So lets see what and how Azure Cosmos DB partitions data and first of all what is actually a partition key.
What is a partition Key?
A partition Key is a primary lookup to find a set of rows, i.e a partition.
In Azure the partition key is a property that will exist on every single object that is best used to group similar objects together.
In the above image one can see all the car data is logically partitioned using car colors.
Logical partitions are formed based on the value of a partition key that is associated with each item in a container. All the items in a logical partition have the same partition key value.
Now what is a logical Partition
The data grouped by partition key is not stored under some physical different memory instead all the data which is having same partition key is stored together in the memory.

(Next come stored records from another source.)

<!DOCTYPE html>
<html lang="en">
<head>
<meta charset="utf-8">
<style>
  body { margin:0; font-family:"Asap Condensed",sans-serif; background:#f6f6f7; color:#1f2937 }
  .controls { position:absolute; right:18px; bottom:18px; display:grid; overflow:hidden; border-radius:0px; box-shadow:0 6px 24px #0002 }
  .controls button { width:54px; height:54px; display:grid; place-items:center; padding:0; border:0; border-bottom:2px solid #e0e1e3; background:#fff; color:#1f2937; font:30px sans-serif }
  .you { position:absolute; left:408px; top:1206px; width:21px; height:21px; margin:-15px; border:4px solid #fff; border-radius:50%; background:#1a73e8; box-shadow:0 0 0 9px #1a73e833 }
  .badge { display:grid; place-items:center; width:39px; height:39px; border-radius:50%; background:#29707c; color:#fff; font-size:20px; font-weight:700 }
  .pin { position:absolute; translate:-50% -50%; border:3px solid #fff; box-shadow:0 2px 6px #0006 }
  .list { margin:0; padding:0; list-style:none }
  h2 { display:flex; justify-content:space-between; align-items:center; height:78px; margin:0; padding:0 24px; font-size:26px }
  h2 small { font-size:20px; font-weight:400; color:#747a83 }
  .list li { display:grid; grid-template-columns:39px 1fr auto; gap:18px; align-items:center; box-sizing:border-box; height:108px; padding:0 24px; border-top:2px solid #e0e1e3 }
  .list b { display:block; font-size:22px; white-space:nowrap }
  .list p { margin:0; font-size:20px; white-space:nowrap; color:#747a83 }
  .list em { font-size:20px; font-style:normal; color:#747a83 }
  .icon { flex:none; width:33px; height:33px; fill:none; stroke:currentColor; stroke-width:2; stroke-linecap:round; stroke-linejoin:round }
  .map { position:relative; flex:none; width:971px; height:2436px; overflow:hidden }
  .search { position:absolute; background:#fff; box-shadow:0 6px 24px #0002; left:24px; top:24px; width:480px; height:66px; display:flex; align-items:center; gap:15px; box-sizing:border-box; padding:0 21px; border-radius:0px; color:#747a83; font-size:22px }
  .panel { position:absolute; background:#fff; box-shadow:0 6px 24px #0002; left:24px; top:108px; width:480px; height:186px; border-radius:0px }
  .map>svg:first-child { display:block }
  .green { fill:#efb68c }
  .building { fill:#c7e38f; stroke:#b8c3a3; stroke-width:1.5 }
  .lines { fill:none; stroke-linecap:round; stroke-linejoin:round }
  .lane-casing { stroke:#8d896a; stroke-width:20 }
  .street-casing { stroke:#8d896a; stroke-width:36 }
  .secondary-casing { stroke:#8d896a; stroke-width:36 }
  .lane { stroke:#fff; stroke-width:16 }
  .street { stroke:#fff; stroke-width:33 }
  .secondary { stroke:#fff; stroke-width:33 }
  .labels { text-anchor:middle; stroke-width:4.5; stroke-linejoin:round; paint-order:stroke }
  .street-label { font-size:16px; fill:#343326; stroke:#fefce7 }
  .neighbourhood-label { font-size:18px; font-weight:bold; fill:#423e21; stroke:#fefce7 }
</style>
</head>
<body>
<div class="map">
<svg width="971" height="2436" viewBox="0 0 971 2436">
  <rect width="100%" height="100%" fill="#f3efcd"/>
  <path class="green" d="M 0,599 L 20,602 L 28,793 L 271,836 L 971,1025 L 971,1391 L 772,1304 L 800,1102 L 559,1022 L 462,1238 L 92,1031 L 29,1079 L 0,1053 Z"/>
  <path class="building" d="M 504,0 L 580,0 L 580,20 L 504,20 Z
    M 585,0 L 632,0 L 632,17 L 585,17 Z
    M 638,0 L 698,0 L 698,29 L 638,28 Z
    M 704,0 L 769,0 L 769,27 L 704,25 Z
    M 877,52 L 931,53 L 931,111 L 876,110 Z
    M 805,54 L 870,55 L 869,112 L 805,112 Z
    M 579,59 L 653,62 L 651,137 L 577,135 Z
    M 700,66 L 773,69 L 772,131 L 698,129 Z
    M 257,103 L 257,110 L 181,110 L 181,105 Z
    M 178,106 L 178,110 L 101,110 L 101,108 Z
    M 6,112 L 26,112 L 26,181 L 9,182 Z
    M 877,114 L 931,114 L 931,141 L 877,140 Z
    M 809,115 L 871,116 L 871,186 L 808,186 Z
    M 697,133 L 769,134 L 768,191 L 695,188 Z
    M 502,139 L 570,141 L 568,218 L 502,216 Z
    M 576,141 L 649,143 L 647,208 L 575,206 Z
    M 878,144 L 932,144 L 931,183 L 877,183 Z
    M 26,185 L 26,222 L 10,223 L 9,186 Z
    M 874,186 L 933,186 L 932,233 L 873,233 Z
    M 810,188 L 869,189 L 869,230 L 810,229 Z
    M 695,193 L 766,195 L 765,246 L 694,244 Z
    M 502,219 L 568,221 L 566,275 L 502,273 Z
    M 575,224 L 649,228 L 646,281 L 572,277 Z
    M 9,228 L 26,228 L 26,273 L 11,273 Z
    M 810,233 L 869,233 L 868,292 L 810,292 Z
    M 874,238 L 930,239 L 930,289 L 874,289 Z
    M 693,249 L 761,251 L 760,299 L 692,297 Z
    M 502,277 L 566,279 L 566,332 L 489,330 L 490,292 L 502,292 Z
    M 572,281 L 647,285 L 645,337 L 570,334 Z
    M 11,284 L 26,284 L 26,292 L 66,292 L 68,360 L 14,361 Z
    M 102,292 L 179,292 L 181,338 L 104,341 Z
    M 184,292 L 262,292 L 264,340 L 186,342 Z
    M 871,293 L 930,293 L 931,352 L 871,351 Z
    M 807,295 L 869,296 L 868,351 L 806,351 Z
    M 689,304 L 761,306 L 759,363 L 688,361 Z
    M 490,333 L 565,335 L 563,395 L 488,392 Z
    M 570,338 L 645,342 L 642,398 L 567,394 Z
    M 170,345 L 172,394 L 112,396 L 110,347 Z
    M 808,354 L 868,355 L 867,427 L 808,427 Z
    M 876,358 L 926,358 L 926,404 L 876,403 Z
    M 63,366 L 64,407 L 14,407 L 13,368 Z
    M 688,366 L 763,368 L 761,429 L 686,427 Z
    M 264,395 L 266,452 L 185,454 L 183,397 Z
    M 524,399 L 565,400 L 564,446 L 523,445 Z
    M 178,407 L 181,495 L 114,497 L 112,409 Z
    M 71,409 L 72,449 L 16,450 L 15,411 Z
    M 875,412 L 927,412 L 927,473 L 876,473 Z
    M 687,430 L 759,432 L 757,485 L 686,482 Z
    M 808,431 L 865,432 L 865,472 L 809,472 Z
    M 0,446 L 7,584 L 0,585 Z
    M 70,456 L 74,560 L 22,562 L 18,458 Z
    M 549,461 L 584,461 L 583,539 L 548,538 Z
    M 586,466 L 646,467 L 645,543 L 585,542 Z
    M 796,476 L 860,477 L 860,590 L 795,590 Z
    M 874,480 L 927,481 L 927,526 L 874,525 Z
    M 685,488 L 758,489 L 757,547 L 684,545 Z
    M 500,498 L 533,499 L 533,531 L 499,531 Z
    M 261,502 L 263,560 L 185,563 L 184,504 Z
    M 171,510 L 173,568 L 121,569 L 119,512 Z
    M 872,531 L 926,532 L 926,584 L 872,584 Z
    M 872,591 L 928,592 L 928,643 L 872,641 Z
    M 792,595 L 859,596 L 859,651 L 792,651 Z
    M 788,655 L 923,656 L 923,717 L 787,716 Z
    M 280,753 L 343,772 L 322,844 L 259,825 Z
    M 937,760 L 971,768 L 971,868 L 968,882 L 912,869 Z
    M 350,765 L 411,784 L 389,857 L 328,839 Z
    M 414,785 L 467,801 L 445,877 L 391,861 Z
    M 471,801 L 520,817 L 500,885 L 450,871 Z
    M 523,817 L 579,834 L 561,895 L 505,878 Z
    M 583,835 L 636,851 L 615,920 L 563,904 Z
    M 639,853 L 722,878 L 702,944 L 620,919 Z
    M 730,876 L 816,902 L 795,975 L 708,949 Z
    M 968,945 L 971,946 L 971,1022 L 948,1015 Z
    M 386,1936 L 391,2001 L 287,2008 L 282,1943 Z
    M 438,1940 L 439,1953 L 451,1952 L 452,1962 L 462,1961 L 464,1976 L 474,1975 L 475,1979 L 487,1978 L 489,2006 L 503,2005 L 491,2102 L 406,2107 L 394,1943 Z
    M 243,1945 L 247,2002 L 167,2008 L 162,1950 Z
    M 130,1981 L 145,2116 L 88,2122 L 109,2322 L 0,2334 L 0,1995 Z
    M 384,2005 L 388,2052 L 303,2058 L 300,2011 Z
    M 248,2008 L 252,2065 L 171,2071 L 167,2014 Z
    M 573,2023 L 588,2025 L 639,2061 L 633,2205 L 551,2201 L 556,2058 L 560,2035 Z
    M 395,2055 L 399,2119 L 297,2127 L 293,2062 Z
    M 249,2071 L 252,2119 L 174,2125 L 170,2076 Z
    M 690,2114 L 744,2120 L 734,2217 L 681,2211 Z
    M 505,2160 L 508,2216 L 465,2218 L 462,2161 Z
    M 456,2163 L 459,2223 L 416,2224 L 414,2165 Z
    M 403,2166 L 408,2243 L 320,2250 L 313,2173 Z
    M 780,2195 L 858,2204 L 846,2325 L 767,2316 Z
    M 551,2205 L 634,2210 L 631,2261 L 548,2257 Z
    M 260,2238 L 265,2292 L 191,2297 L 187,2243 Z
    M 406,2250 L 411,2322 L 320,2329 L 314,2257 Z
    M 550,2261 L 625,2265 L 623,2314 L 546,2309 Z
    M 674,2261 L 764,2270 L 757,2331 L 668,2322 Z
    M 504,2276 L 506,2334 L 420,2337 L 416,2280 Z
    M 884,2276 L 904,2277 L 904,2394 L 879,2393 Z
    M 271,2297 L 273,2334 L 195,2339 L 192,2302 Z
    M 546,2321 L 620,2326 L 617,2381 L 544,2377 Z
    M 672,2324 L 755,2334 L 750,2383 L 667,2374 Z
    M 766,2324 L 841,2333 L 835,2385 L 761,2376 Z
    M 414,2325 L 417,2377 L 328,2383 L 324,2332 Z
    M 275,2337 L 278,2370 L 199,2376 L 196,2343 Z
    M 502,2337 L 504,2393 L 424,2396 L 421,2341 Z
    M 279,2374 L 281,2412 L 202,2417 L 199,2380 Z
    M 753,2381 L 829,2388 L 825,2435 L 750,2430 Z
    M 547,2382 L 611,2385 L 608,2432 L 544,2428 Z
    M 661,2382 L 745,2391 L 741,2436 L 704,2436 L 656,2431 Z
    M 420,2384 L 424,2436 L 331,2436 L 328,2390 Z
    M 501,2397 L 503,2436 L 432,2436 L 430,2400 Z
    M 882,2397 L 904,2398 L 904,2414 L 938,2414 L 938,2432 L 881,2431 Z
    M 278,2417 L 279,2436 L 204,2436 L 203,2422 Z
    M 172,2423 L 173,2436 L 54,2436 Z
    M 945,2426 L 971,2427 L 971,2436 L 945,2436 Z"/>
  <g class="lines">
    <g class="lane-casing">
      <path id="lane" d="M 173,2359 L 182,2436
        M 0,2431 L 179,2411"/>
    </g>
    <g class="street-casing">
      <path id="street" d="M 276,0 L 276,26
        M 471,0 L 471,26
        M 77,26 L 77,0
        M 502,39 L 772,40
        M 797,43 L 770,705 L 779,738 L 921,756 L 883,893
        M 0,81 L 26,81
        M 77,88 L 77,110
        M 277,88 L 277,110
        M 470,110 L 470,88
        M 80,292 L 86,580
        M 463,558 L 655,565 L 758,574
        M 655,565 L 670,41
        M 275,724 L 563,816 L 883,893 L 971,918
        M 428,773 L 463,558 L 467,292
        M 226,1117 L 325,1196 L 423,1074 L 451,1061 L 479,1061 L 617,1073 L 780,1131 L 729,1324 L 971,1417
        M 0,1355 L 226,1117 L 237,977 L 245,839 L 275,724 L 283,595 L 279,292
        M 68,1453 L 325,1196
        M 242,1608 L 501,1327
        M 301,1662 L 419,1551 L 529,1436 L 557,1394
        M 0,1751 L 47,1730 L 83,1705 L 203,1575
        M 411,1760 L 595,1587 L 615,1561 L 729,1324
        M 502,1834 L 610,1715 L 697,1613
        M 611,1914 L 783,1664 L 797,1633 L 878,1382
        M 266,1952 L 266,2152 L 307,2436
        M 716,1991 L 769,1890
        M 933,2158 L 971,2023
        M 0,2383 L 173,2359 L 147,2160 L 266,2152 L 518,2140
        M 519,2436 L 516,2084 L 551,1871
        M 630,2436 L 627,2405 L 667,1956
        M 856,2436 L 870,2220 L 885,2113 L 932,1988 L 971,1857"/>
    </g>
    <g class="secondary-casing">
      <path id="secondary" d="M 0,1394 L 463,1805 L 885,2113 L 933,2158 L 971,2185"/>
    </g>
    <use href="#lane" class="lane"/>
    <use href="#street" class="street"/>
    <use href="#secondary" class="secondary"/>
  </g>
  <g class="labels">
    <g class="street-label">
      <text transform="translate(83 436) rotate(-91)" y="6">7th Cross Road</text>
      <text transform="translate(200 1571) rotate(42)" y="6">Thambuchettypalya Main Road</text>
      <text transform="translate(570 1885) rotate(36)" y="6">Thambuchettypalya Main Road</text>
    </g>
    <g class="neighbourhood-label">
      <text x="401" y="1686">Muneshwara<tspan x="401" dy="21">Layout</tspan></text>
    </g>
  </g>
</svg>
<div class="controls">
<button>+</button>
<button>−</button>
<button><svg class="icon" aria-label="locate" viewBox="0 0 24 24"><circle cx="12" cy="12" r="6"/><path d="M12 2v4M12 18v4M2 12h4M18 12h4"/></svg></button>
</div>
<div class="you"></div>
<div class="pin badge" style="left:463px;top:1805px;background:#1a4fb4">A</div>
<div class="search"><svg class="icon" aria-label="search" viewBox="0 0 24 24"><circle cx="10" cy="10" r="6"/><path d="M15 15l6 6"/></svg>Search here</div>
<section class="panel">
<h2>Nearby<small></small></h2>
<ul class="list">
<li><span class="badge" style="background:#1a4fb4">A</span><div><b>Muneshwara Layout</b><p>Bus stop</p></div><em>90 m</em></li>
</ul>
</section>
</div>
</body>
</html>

For example, in a container that contains data about food nutrition, all items contain a
foodGroup property. You can use
foodGroup as the partition key for the container. Groups of items that have specific values for
foodGroup, such as
Baked Products, and
Sausages and Luncheon Meats, form distinct logical partitions. You don’t have to worry about deleting a logical partition when the underlying data is deleted.
Note: Selecting a partition key with a wide range of possible values ensures that the container is able to scale. Also a partition can grow upto 20 GB of individual size.
Now the main point of logical partitions is that internally one or more logical partitions are mapped to a single physical partition. Hence is smaller containers have many physical partitions still they may require a single physical partition.
Physical partitions are an internal implementation of the system and they are entirely managed by Azure Cosmos DB.
Note: Physical partitions are an internal implementation of the system and they are entirely managed by Azure Cosmos DB. When developing your solutions, don’t focus on physical partitions because you can’t control them. Instead, focus on your partition keys. If you choose a partition key that evenly distributes throughput consumption across logical partitions, you will ensure that throughput consumption across physical partitions is balanced.
Benefits of Partition Keys
For large read-heavy containers, one might want to choose a partition key that appears frequently as a filter in your queries. Queries can be efficiently routed to only the relevant physical partitions by including the partition key in the filter predicate.
This means that while creating structure of database the field which is to queried more frequently should be chosen as a partition key because it will reduce the number of cross partition query hence improve overall speed of the query
For example, if you frequently run a query that filters on
UserID, then selecting
UserID as the partition key would reduce the number of cross-partition queries.
However, if your container is small, you probably don’t have enough physical partitions to need to worry about the performance impact of cross-partition queries. Most small containers in Azure Cosmos DB only require one or two physical partitions.
If your container could grow to more than a few physical partitions, then you should make sure you pick a partition key that minimizes cross-partition queries. Your container will require more than a few physical partitions when either of the following are true:
- Your container will have over 30,000 RU’s provisioned
- Your container will store over 100 GB of data